Brexit must work for animals too, Britain's Environment Secretary Michael Gove said Tuesday, promising that welfare standards would improve after leaving the European Union.
"We are a nation of animal lovers so we will make Brexit work not just for citizens but for the animals we love and cherish too," said Gove, a leading pro-Brexit campaigner for the 2016 EU referendum.
Gove was presenting a draft law that would enshrine the concept of animal sentience into British law and introduce new jail sentences for animal abusers.
"Britain outside the European Union can have higher standards on the environment and indeed on animal welfare," he said.
The move follows a social media storm after MPs last month during a heated Brexit debate voted against transposing an EU protocol recognising animals as sentient beings into British law.
Commentators took that to mean MPs had voted to say animals did not have feelings.
"As we leave the EU we will deliver a green Brexit, not only maintaining but enhancing animal welfare standards," Gove said.

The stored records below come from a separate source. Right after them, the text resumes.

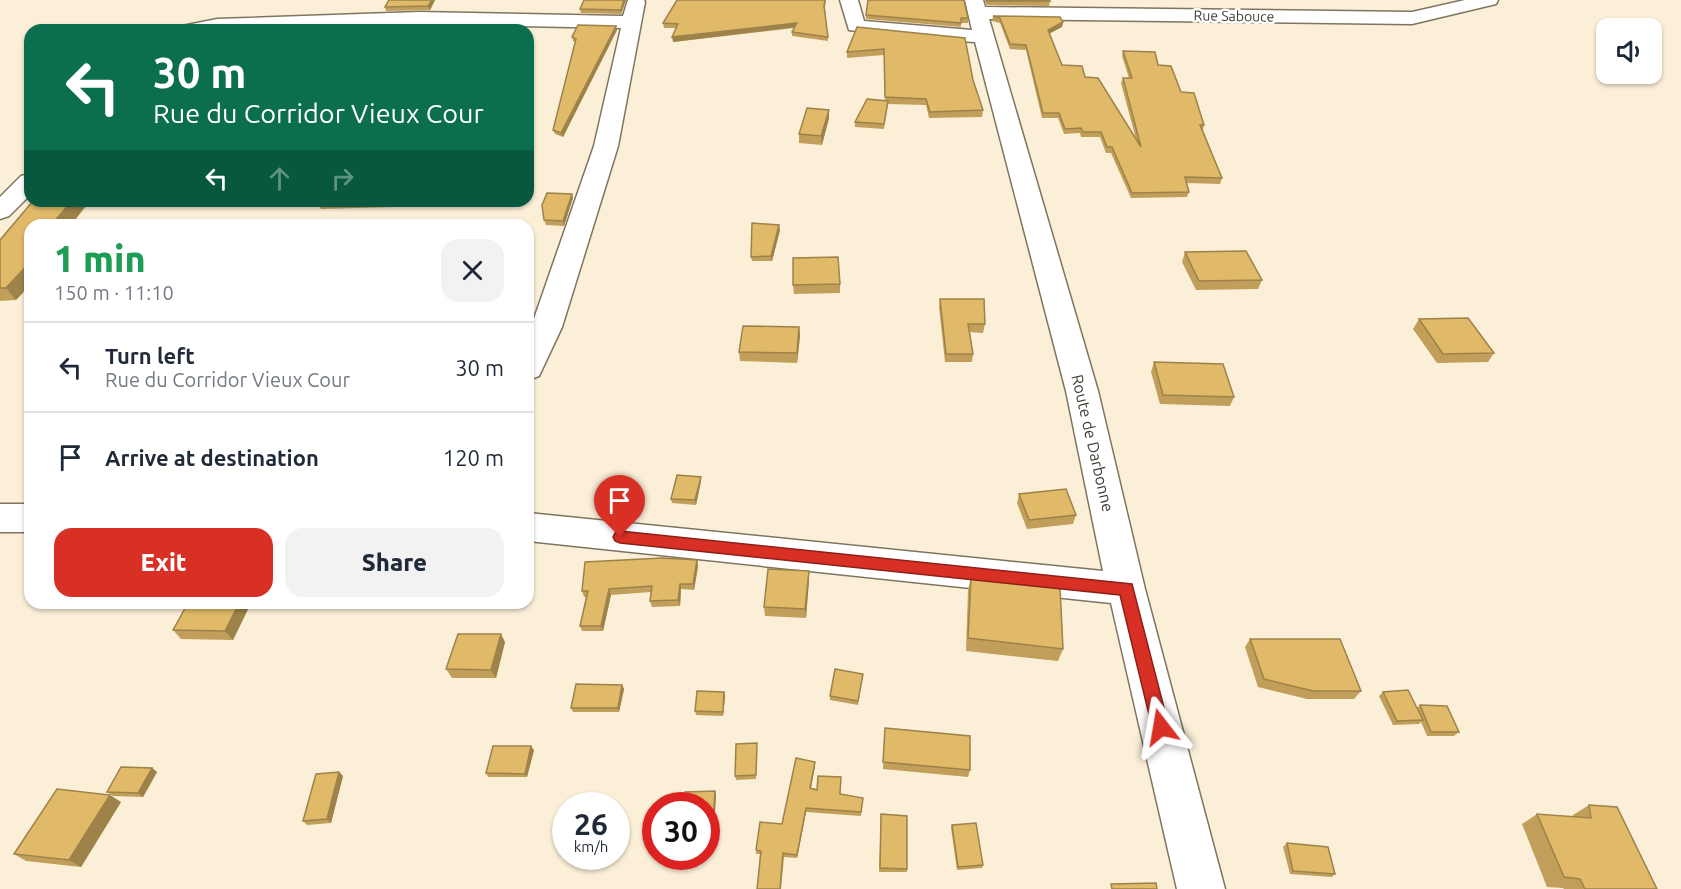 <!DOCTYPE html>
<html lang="en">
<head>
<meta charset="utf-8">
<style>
  body { margin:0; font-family:Ubuntu,sans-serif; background:#f2f2f3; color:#1f2937; height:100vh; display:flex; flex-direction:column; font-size:22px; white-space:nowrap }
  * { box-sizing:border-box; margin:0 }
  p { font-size:20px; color:#747a83 }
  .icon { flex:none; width:33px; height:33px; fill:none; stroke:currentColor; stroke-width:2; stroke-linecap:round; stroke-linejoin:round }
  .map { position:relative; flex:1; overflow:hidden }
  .drawer { position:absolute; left:24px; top:219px; width:510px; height:390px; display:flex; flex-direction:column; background:#fff; border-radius:18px; box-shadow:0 2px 4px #0004 }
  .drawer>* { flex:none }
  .guide { position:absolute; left:24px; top:24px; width:510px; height:183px; border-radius:18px; box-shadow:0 2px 4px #0004; background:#0b6e4f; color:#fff; overflow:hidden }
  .tools { position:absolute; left:1596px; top:18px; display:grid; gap:12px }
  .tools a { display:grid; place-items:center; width:66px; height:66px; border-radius:12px; background:#fff; box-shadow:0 2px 4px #0004; font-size:30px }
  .speed { position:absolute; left:552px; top:792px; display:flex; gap:12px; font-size:30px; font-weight:700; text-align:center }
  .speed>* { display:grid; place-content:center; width:78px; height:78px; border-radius:50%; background:#fff; box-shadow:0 2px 4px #0004; line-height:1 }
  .speed small { font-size:15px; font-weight:400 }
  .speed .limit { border:9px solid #d22; background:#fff; color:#111 }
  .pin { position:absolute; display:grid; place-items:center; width:51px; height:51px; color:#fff; margin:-62px -26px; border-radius:50% 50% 50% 0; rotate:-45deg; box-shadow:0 0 6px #0007 }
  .pin .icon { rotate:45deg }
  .me { position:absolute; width:66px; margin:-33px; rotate:346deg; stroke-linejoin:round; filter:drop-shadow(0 0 4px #0008) }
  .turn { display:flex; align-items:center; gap:21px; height:126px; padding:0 30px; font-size:27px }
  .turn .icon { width:78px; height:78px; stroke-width:2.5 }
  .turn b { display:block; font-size:42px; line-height:51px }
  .lanes { display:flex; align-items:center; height:57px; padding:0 30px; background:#0003; justify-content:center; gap:30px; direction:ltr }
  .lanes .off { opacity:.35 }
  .round { display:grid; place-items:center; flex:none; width:63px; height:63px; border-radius:18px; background:#f2f2f3 }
  .overview { display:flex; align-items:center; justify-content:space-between; height:102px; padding:0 30px }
  h1 { font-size:36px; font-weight:800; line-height:45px; color:#1e9e55 }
  .primary-button { display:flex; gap:12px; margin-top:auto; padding:12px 30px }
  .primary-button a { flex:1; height:69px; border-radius:18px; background:#d93025; color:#fff; font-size:24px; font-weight:800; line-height:69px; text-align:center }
  .primary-button a+a { background:#f2f2f3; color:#1f2937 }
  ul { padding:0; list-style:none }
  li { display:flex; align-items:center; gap:18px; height:90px; padding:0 30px; border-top:2px solid #e0e1e3 }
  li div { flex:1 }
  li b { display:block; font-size:22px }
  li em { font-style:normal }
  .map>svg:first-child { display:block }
</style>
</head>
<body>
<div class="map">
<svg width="1681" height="889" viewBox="0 0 1681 889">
  <rect width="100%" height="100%" fill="#fcefd8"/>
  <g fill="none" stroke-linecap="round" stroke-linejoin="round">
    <g stroke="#7f745f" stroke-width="3">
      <g id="minor">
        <path d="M628,0H644L645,2L618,146L562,327L539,376L528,380V336L594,146L621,28L419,24L179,30L182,26L217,19L419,12L623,16Z"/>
        <path d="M840,0H858L864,21L972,30L965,0H983L985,7L1412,12L1465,0H1498L1496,4L1412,24L989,19L1098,391L1145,589L1225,889H1177L1111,603L528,541V513L1103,571L1066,391L975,42L921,39L849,30Z"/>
        <path d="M30,174V195L9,216L0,219V197L21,176Z"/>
        <rect x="0" y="504" width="30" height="28"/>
      </g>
    </g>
    <use href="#minor" fill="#fff" fill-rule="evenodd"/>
  </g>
  <g fill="#c19f5a">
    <path d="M389,0H435L430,10L386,11L385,7Z"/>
    <path d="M584,0H626L621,14L581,13L580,9Z"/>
    <path d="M677,0H826L825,8L828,41L792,36V32L794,28L673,42L676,28H664L663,23Z"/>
    <path d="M984,0H1049L1050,1L1049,6L987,5Z"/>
    <path d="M866,15L968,18V23H961V27L866,19Z"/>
    <path d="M993,16L1063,22L1062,27L1049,33L1062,65L1085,77L1136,139L1121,83L1123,78H1129L1122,56L1123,51L1158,65L1181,92L1204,125L1203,130L1222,178L1220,184L1186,183L1189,192L1187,197L1131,198L1111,153H1106L1100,137H1081L1080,133L1064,134L1058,118H1042L1026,50L1010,49L1000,23L992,21Z"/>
    <path d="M616,26L617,30L563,137L555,134L553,130L575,42L573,41L572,37Z"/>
    <path d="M857,27L973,80L983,110L982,117L929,118L926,105L888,104L884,129L855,127V122L885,101L884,55L847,58V52Z"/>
    <path d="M829,118L822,145L799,143V134Z"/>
    <path d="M573,198L564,226L546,225L544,220Z"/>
    <path d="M394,201V207L321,209L318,204Z"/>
    <path d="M30,225V285L16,300L0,301V240Z"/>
    <path d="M780,230L772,261H752L751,257Z"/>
    <path d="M1185,252L1262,280L1258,289L1196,290L1182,262Z"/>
    <path d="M840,284V293L794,294L793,285Z"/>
    <path d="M940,299L985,324L983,333L970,332L973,354L972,362H945L939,307Z"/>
    <path d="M1419,319L1494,353L1488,362L1437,363L1413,329Z"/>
    <path d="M799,327L800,336L797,363L740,361L739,352Z"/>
    <path d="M1154,362L1234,397L1230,406L1160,404L1151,372Z"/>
    <path d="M701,481L696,505L672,503L671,499Z"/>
    <path d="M1019,494L1076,515L1073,524L1027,529L1017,503Z"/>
    <path d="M697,560L698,566L694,590L681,589L680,606L652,607L650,601L651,592L611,595L603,631H582L580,626L586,597H584L582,591Z"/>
    <path d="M971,577L1063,649L1058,661L966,651L968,590Z"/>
    <path d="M809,580L806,618L765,616L764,607Z"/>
    <path d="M188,603H251L233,640L181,639L173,630Z"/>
    <path d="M1250,639L1361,691L1354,699H1307L1258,687L1245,647Z"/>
    <path d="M505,642L496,678H452L446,669Z"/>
    <path d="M863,674L858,705L830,700V696Z"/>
    <path d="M622,685L624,689L619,712H573L571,708Z"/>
    <path d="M724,692L725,696L723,716L696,715L695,711Z"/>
    <path d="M1383,692L1417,708L1420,705L1459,732L1454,736H1427L1421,722L1419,724L1393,725L1379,696Z"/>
    <path d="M885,728L970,770L968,777L883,769Z"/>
    <path d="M757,743L756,779L736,780L735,776Z"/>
    <path d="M534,750L527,777H488L486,773Z"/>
    <path d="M815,762V766L811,788L863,798L861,816L806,812L797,858L784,857L781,889H757L760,854H756V850L782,824Z"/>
    <path d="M152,768L157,772L143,797L113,796L107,792Z"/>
    <path d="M339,772L343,776L331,823L307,825L303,821Z"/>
    <path d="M716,795L714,828H706V806Z"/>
    <path d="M121,802L81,867L26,861L14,854Z"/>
    <path d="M1589,805L1657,889H1564L1563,888L1547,887L1522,824L1537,814L1573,817V815Z"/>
    <path d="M881,814L907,869V872H879Z"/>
    <path d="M952,825L983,865L982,868L957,870L951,828Z"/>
    <path d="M1287,843L1335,874L1332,877L1290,874L1283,847Z"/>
  </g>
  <g fill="#9d824a">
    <path d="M432,0H435L430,10L428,6Z"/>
    <path d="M624,0H626L621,14V10Z"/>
    <path d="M1063,22L1062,27L1047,35L1048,30Z"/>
    <path d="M797,23V27L673,42L672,37Z"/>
    <path d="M616,26L617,30L563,137L561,133Z"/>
    <path d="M530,108L532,115L528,124V113Z"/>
    <path d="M829,110V118L822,145L821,136Z"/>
    <path d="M572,194L573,198L564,226L563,221Z"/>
    <path d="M72,201H90L71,225H51Z"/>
    <path d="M779,225L780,230L772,261L771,256Z"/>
    <path d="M30,262V285L16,300L6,288Z"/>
    <path d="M799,327L800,336L797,363V353Z"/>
    <path d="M701,477V481L696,505L695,500Z"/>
    <path d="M697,560L698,566L694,590L693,584Z"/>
    <path d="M809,571V580L806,618L805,609Z"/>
    <path d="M680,584L681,589L680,606L678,600Z"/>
    <path d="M609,589L611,595L603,631L601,626Z"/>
    <path d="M239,603H251L233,640L225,631Z"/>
    <path d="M501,634L505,642L496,678L491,670Z"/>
    <path d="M622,685L624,689L619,712L618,708Z"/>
    <path d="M724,692L725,696L723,716V712Z"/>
    <path d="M531,746L534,750L527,777L525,774Z"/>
    <path d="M815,762V766L810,792V788Z"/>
    <path d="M152,768L157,772L143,797L138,793Z"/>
    <path d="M339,772L343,776L331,823L327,819Z"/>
    <path d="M715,791L716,795L714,828L713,824Z"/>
    <path d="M110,795L121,802L81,867L69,860Z"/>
    <path d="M806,808V812L797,858V855Z"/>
  </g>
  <g fill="#e0b969" stroke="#9d824a" stroke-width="1.5">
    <path d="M389,0H432L428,6L385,7Z"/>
    <path d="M584,0H624L621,10L580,9Z"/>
    <path d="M677,0H825L824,6L828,37L792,32L797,23L672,37L678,24L663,23Z"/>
    <path d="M868,0H964L968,18H961V23L866,15Z"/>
    <path d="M987,0H1049L1050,1H987Z"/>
    <path d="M993,16L1060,17L1063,22L1048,30L1062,65L1082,66L1085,77L1098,78L1141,147L1123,78H1132L1123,51L1155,52L1158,65L1171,66L1181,92L1194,93L1204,125H1200L1222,178L1185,177L1189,192L1132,193L1112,147H1107L1101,132H1083L1081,128L1065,129L1059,113H1043L1026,45L1010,44L1000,18Z"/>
    <path d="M578,25L616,26L561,133L553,130L576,39L572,37Z"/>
    <path d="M857,27L965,38L973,80L983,110L930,112L926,99L885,97L884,49L847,52Z"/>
    <path d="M867,99L888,101L884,124L855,122Z"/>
    <path d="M807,108L829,110L821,136L799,134Z"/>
    <path d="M547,193L572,194L563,221L544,220L542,205Z"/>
    <path d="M33,201H72L51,225H30V251L27,255H30V262L6,288H0V240Z"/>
    <path d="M321,201H392V202L318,204Z"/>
    <path d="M752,223L779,225L771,256L751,257Z"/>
    <path d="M1246,251L1262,280L1199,281L1185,252Z"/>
    <path d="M838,257L840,284L793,285V258Z"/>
    <path d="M940,299H984L985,324H968L973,354H946Z"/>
    <path d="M1468,318L1494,353L1443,354L1419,319Z"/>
    <path d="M743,326L799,327L797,353L739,352Z"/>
    <path d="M1154,362L1223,364L1234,397L1163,395Z"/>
    <path d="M677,475L701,477L695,500L671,499Z"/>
    <path d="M1066,489L1076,515L1029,520L1019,494Z"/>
    <path d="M662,558L697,560L693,584H680L678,600L650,601L652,586L609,589L601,626H580L588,591H582L585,562Z"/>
    <path d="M768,569L809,571L805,609L764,607Z"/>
    <path d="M971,577L1060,587L1063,649L968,638Z"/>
    <path d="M188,603H239L225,631L173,630Z"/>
    <path d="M458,634H501L491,670L446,669Z"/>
    <path d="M1250,639H1340L1361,691H1313L1264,679Z"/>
    <path d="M835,669L863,674L858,701L830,696Z"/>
    <path d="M576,684L622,685L618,708H571Z"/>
    <path d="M1408,690L1423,720L1397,721L1383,692Z"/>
    <path d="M697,691L724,692L723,712L695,711Z"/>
    <path d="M1420,705L1447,706L1459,732H1431Z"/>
    <path d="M885,728L970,736V770L883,762Z"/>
    <path d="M757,743L756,775L735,776L736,744Z"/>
    <path d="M493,746H531L525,774L486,773Z"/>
    <path d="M796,758L815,762L810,788L817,790L818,776L841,777L840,794L863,798L861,812L806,808L797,855L783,853L780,889H757L761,851L756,850L760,822L782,824Z"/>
    <path d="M121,767L152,768L138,793L107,792Z"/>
    <path d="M339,772L327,819L303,821L316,774Z"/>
    <path d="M57,789L110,795L69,860L14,854Z"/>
    <path d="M715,791L713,824H706V806H684L685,792Z"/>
    <path d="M1589,805L1617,807L1657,889H1585L1580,879L1564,877L1537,814L1591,818Z"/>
    <path d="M881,814L907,816V869L880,868Z"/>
    <path d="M976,823L983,865L958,867L952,825Z"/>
    <path d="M1287,843L1328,847L1335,874L1293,871Z"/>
    <path d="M1156,883L1157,889H1112L1111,884Z"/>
  </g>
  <path fill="#d93025" stroke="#8d1f18" stroke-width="1.5" d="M620,531L1132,584L1169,727L1167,733L1161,736L1155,733L1152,727L1120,595L620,543L615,541L613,537L615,533Z"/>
  <g text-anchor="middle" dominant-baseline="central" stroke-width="5" stroke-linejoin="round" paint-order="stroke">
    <g font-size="14" fill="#3e3a30" stroke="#fff">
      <text transform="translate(1234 16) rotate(1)">Rue Sabouce</text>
    </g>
    <g font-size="16" fill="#3e3a30" stroke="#fff">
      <text transform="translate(1093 443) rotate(77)">Route de Darbonne</text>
    </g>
  </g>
</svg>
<div class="tools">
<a><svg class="icon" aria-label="sound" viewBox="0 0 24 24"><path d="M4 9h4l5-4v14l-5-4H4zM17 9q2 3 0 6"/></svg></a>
</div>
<div class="speed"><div>26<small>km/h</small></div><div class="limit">30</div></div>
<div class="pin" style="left:620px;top:537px;background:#d93025"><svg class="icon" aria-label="arrive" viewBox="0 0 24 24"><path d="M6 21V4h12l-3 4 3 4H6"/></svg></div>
<svg class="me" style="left:1161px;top:727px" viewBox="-20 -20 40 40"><path d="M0-17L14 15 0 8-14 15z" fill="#d93025" stroke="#fff" stroke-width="4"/></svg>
<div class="guide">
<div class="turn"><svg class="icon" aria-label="left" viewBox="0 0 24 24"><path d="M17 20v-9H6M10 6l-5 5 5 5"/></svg><div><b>30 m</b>Rue du Corridor Vieux Cour</div></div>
<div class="lanes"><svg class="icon" aria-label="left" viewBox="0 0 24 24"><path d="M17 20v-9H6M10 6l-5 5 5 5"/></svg><svg class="icon off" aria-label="ahead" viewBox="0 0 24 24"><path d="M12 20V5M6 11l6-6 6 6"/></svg><svg class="icon off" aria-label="right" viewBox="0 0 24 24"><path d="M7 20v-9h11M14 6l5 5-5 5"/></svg></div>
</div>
<section class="drawer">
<div class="overview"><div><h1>1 min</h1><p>150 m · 11:10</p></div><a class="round"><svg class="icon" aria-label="close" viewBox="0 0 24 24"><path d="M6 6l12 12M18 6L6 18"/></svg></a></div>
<ul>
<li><svg class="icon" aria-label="left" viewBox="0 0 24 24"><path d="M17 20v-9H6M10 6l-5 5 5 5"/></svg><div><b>Turn left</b><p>Rue du Corridor Vieux Cour</p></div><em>30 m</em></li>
<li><svg class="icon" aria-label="arrive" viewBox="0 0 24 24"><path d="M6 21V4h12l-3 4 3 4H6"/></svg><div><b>Arrive at destination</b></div><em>120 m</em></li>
</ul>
<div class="primary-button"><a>Exit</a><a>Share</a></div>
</section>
</div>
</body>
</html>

"Animals are sentient beings who feel pain and suffering, so we are writing that principle into law and ensuring that we protect their welfare," he said.
"Our plans will also increase sentences for those who commit the most heinous acts of animal cruelty to five years in jail."
Animal rights groups hailed the draft law, with the Royal Society for the Prevention of Cruelty to Animals calling the move "very bold and welcome".
As it rejects EU exemptions for activities such as bullfighting and foie gras production, the law would offer "even stronger protection" than the EU protocol "could ever do", said spokesman David Bowles.
Humane Society International UK's director Claire Bass said it was a "promising start to Mr Gove's ambition to enhance animal protection post-Brexit".